While the UN has estimated the population of eastern Aleppo at 250,000-275,000, the number of evacuees over the past three weeks shows that the figure is far lower. An official source recently told The Irish Times that the population was about 90,000, but even this could be an over-estimation.

Divided

Aleppo was a divided city before unrest erupted in March 2011. The division was largely socio-economic, with the west being more prosperous than the east. The disparities between the western and eastern sectors increased after the Syrian government adopted a free-market economic model in 2005.

The affluent and middle classes in the west benefited from increased trade, lower tariffs, subsidy reductions and increased tourism, but low-income groups in the east and the countryside suffered, particularly after workers lost jobs when manufacturing firms closed due to an influx of cheap Turkish goods.

Farmers who had lost land and income during the 2006-10 drought were in the vanguard of the armed revolt against the Syrian regime.
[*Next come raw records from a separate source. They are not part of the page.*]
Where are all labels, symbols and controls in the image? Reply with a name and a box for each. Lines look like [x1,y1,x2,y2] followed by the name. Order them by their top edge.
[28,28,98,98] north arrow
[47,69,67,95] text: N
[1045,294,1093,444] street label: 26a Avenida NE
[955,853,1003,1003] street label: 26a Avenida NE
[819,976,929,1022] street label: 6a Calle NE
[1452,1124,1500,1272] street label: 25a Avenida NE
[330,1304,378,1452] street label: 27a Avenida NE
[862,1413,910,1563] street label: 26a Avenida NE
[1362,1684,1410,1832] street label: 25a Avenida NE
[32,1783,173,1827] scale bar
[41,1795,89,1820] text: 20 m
In a 2014 report on Aleppo, prepared by the American strategic consulting firm Caerus Associates, an unidentified rebel fighter said: “We liberated the rural parts of this province. We waited and waited for Aleppo to rise, and it didn’t. We couldn’t rely on them to do it for themselves, so we had to bring the revolution to them.”

While the west was determined to retain the pro-government status quo, the disadvantaged east provided fertile ground for the rebels. A former senior official said the governor of Aleppo appealed repeatedly to Damascus for military aid, but this was not forthcoming.

Rebel factions

The eastern quarters of Syria's largest city fell to an array of rebel factions. They established local councils incapable of providing effective governance, protection or humanitarian assistance for the increasingly impoverished population. Competing factions were eventually absorbed or dominated by Jabhat Fateh al-Sham, an al-Qaeda affiliate formerly known as the Al-Nusra Front, and its partner, Ahrar al-Sham, which were determined to hold on to the east whatever the price.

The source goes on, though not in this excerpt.